Segment Start: Data records

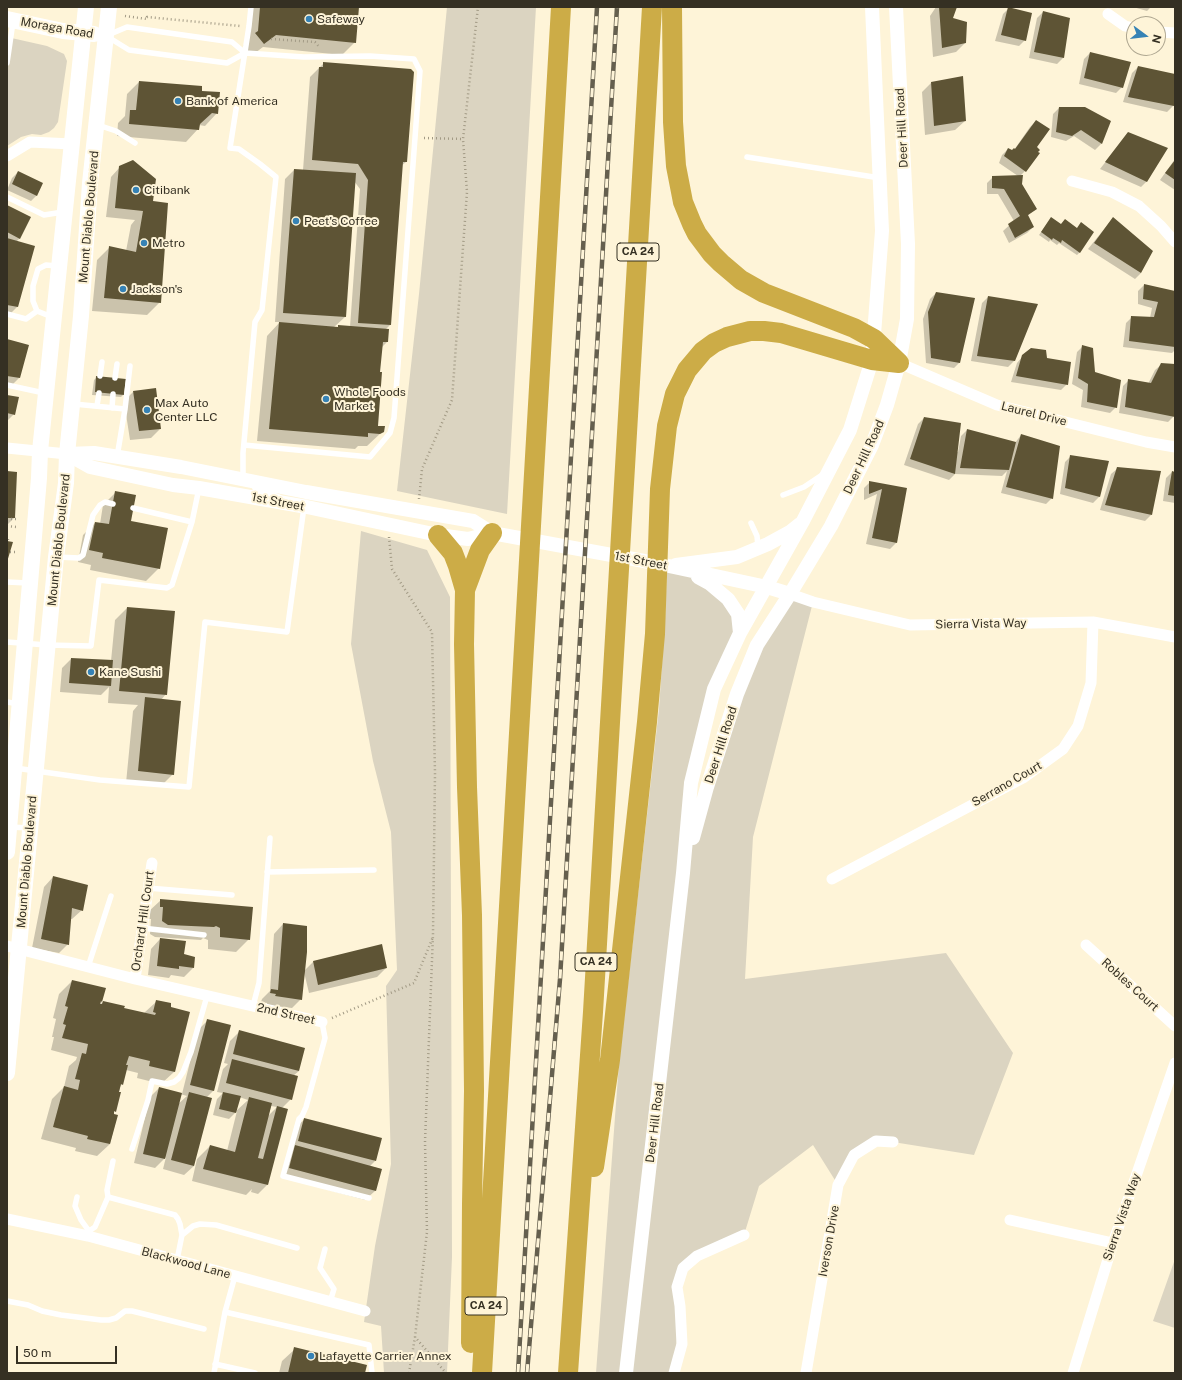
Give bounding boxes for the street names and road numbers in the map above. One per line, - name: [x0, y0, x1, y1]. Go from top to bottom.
- street label: Moraga Road: [19, 15, 95, 41]
- street label: Deer Hill Road: [893, 88, 911, 168]
- street label: Mount Diablo Boulevard: [76, 150, 102, 284]
- road number: CA 24: [617, 243, 659, 261]
- street label: Laurel Drive: [1000, 399, 1068, 429]
- street label: Deer Hill Road: [841, 418, 887, 496]
- street label: Mount Diablo Boulevard: [45, 473, 73, 607]
- street label: 1st Street: [250, 490, 306, 514]
- street label: 1st Street: [613, 549, 669, 573]
- street label: Sierra Vista Way: [935, 616, 1027, 632]
- street label: Deer Hill Road: [702, 705, 740, 785]
- street label: Serrano Court: [969, 758, 1045, 810]
- street label: Mount Diablo Boulevard: [14, 795, 40, 929]
- street label: Orchard Hill Court: [129, 870, 157, 972]
- road number: CA 24: [575, 953, 617, 971]
- street label: Robles Court: [1098, 956, 1162, 1014]
- street label: 2nd Street: [256, 1000, 316, 1028]
- street label: Deer Hill Road: [643, 1082, 667, 1164]
- street label: Sierra Vista Way: [1100, 1171, 1144, 1263]
- street label: Iverson Drive: [816, 1204, 842, 1278]
- street label: Blackwood Lane: [140, 1244, 232, 1282]
- road number: CA 24: [465, 1297, 507, 1315]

Segment End: Data records

## Exercise objective
Each line above where the word "Hill" occurs should be returned in full.

## Reply
- street label: Deer Hill Road: [893, 88, 911, 168]
- street label: Deer Hill Road: [841, 418, 887, 496]
- street label: Deer Hill Road: [702, 705, 740, 785]
- street label: Orchard Hill Court: [129, 870, 157, 972]
- street label: Deer Hill Road: [643, 1082, 667, 1164]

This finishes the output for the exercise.